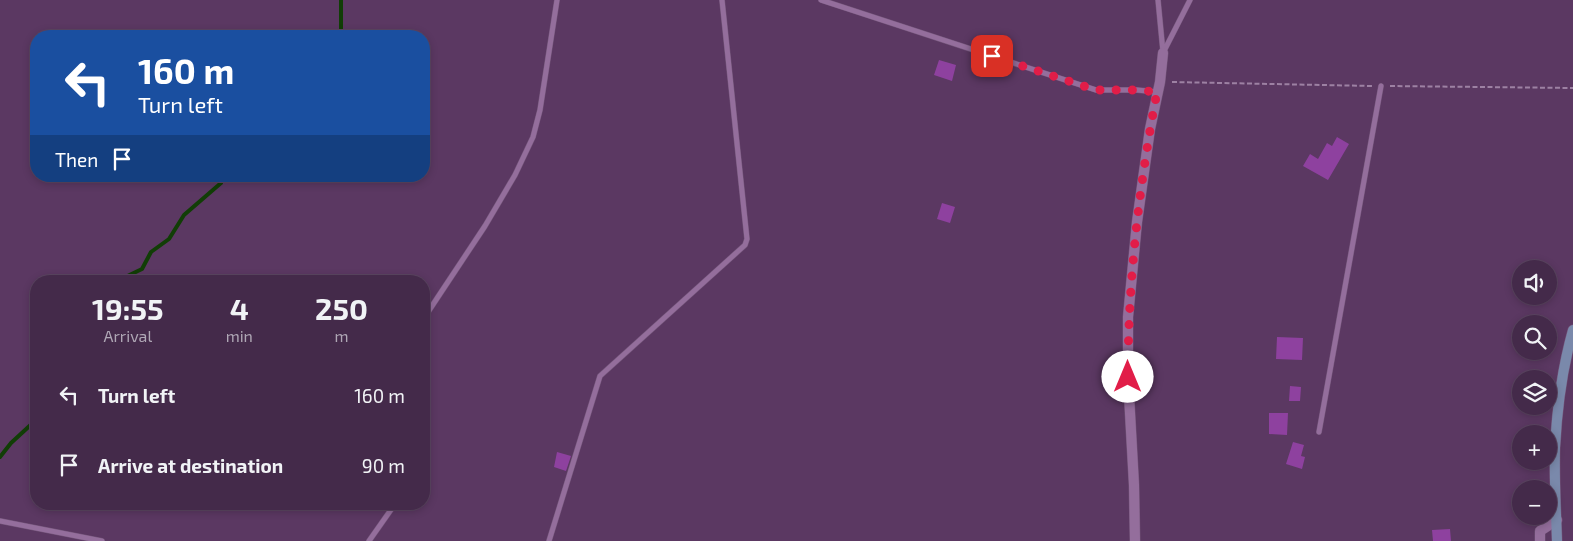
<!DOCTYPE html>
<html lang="en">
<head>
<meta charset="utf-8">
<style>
	:root { --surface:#442a4a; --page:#4b3251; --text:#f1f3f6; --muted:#afa7b5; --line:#5c4662 }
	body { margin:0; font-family:"Exo 2",sans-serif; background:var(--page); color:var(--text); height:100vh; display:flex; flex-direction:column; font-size:19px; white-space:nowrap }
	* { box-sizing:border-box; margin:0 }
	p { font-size:16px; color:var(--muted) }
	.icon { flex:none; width:28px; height:28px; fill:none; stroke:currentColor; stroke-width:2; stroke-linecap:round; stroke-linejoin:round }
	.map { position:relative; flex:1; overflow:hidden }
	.details { position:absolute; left:30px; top:275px; width:400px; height:235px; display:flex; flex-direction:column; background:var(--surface); border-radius:20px; box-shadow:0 2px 8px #0003,0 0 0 1px var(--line) }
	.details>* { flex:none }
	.top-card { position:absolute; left:30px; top:30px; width:400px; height:152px; border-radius:20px; box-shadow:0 2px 8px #0003,0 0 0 1px var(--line); background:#1a4fa0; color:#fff; overflow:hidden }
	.buttons { position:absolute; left:1512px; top:260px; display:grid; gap:10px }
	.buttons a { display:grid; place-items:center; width:45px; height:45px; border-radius:50%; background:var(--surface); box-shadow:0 2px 8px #0003,0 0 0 1px var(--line); font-size:25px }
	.pin { position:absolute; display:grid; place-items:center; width:42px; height:42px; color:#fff; margin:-21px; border-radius:10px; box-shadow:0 2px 8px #0006 }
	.me { position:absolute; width:55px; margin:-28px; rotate:0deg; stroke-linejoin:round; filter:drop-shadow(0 0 4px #0008) }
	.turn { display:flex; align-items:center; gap:18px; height:105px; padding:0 25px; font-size:22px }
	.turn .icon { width:65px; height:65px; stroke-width:2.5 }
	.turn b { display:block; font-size:35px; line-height:42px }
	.then { display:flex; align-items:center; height:48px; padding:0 25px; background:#0003; gap:10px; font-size:19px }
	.eta { display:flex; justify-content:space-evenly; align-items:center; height:85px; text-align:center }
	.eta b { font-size:30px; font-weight:700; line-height:35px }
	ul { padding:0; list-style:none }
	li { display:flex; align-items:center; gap:15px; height:70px; padding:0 25px }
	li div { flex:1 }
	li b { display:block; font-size:19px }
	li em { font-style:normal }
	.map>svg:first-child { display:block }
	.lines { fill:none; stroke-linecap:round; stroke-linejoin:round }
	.stream { stroke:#113e06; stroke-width:4 }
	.building { fill:#8e419f }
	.lane-casing { stroke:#735579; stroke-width:6 }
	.street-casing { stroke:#735579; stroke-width:11 }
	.secondary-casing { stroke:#735579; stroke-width:11 }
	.path { stroke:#9d81a3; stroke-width:2; stroke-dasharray:5 2.5; stroke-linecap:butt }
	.lane { stroke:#946e9c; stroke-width:5 }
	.street { stroke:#946e9c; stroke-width:10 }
	.secondary { stroke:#7a89ab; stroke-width:10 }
	.route { stroke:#e11d48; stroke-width:9; stroke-dasharray:0 16.2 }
</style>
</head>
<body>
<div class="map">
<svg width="1573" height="541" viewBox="0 0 1573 541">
	<rect width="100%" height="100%" fill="#5b3862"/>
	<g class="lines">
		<!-- stream -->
		<path class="stream" d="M341,0V36
			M117,281L142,269L151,252L169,239L184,215L221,183L224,176
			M0,457L11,443L36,420"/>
	</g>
	<!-- building -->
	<path class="building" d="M939,60L956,65L952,81L934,75Z
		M1337,137L1349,144L1328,180L1303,166L1310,154L1318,159L1327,143L1332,146Z
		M942,203L955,207L950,223L937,219Z
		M1277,337L1303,338L1302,360L1276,359Z
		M1290,386L1301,387L1300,401H1289Z
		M1269,413H1288L1287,435L1269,434Z
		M1293,442L1304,445L1301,456L1305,457L1302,469L1286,464Z
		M557,452L571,456L566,471L554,467Z
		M1450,529L1451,541H1433L1432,530Z"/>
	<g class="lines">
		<!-- lane casing -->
		<g class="lane-casing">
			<path id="lane" d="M821,0L1096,90H1137L1157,92
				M1158,0L1163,52
				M1163,53L1190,0
				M424,318L485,226L515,175L533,137L540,110L557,0
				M424,377L425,397L424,418
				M1319,432L1381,86
				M0,521L102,541
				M369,541L395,504
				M549,541L600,376L745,245L747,239L722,0"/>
		</g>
		<!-- street casing -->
		<g class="street-casing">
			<path id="street" d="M1135,541L1134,485L1128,377V317L1137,222L1150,129L1160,82L1163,53
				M1540,541V531L1557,520"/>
		</g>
		<!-- secondary casing -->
		<g class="secondary-casing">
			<path id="secondary" d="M1557,541C1556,510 1554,479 1555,448C1557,408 1562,369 1573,330"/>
		</g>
		<!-- path -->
		<path class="path" d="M1172,82L1372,86
			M1390,86L1573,88"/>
		<!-- lane -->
		<use href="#lane" class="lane"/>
		<!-- street -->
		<use href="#street" class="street"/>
		<!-- secondary -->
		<use href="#secondary" class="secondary"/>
	</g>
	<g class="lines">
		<!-- route -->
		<path class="route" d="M992,56L1096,90H1137L1157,92C1139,186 1128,281 1128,377"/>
	</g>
</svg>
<div class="buttons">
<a><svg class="icon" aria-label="sound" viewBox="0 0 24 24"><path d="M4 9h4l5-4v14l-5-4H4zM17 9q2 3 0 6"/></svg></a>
<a><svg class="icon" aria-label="search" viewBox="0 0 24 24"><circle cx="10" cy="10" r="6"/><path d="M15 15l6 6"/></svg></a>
<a><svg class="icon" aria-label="layers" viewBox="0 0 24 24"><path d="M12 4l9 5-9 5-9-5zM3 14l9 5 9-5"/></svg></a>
<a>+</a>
<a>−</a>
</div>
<div class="pin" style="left:992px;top:56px;background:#d93025"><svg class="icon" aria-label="arrive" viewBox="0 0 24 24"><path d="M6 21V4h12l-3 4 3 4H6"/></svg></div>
<svg class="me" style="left:1128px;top:377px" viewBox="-20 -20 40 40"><circle r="19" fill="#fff"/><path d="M0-13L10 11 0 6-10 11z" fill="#e11d48"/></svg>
<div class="top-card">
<div class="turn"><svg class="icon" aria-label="left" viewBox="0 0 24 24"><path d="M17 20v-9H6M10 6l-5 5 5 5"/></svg><div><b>160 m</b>Turn left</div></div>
<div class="then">Then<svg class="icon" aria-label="arrive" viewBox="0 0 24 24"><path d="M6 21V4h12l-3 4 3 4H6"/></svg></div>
</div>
<section class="details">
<div class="eta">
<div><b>19:55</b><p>Arrival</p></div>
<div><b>4</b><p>min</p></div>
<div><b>250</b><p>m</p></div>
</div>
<ul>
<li><svg class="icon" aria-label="left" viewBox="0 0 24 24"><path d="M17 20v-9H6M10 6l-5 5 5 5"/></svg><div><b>Turn left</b></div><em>160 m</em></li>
<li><svg class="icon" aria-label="arrive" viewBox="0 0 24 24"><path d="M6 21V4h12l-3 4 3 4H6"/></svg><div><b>Arrive at destination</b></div><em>90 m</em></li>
</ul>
</section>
</div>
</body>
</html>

▶ EXERCISE INSTRUCTIONS: How many lines in the entries include the string "margin"? Answer with the number alone.

▶ RESULT FOR THIS EXERCISE: 4